PROVIDED RECORDS:
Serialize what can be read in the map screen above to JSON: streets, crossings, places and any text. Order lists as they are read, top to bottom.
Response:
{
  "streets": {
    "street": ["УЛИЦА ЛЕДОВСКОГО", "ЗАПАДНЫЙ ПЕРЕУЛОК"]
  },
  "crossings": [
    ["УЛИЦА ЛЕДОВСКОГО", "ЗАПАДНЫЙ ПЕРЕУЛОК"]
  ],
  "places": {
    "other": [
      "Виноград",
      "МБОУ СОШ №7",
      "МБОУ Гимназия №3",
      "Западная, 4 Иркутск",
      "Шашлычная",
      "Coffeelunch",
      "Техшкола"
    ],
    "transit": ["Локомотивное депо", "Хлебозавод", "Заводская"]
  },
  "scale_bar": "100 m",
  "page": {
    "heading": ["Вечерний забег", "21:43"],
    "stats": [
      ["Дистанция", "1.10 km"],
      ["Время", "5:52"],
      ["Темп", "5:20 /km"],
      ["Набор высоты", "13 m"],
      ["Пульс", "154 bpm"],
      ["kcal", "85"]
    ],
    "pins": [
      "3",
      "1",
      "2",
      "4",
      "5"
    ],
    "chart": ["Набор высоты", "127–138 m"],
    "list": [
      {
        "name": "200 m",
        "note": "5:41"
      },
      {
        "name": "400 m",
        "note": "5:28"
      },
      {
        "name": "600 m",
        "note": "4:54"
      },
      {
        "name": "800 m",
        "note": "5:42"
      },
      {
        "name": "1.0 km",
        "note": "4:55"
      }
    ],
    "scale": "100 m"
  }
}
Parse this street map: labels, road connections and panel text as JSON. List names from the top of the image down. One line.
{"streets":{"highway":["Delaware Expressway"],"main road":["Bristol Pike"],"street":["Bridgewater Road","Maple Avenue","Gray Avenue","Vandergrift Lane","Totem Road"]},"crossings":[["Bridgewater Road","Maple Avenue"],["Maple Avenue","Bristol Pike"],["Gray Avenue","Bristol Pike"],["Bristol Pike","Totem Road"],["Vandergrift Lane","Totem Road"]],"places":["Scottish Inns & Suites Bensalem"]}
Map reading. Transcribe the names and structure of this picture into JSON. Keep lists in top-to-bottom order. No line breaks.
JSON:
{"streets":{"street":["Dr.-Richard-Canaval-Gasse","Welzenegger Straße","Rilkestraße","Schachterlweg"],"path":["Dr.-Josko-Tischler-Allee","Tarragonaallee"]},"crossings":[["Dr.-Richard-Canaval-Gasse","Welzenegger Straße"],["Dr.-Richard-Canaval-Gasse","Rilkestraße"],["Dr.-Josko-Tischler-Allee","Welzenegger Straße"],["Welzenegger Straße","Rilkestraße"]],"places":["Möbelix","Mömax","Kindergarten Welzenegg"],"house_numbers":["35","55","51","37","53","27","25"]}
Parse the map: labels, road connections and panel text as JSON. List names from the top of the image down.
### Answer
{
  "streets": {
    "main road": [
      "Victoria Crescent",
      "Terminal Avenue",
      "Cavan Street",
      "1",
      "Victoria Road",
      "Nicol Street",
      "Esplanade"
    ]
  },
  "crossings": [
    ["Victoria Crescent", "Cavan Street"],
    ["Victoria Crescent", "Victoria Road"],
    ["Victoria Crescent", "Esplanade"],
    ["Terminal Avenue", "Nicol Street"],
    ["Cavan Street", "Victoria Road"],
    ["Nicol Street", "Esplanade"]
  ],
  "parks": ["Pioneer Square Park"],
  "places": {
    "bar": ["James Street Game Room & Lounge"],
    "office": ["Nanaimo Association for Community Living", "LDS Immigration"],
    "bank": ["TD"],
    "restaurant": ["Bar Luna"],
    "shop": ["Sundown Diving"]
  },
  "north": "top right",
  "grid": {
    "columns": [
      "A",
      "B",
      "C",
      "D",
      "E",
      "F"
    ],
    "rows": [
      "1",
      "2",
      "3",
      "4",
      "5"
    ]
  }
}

WHAT YOU SHOULD DO: Search the entries for the word "lists" and gather every line where it appears.

RESPONSE:
Serialize what can be read in the map screen above to JSON: streets, crossings, places and any text. Order lists as they are read, top to bottom.
Map reading. Transcribe the names and structure of this picture into JSON. Keep lists in top-to-bottom order. No line breaks.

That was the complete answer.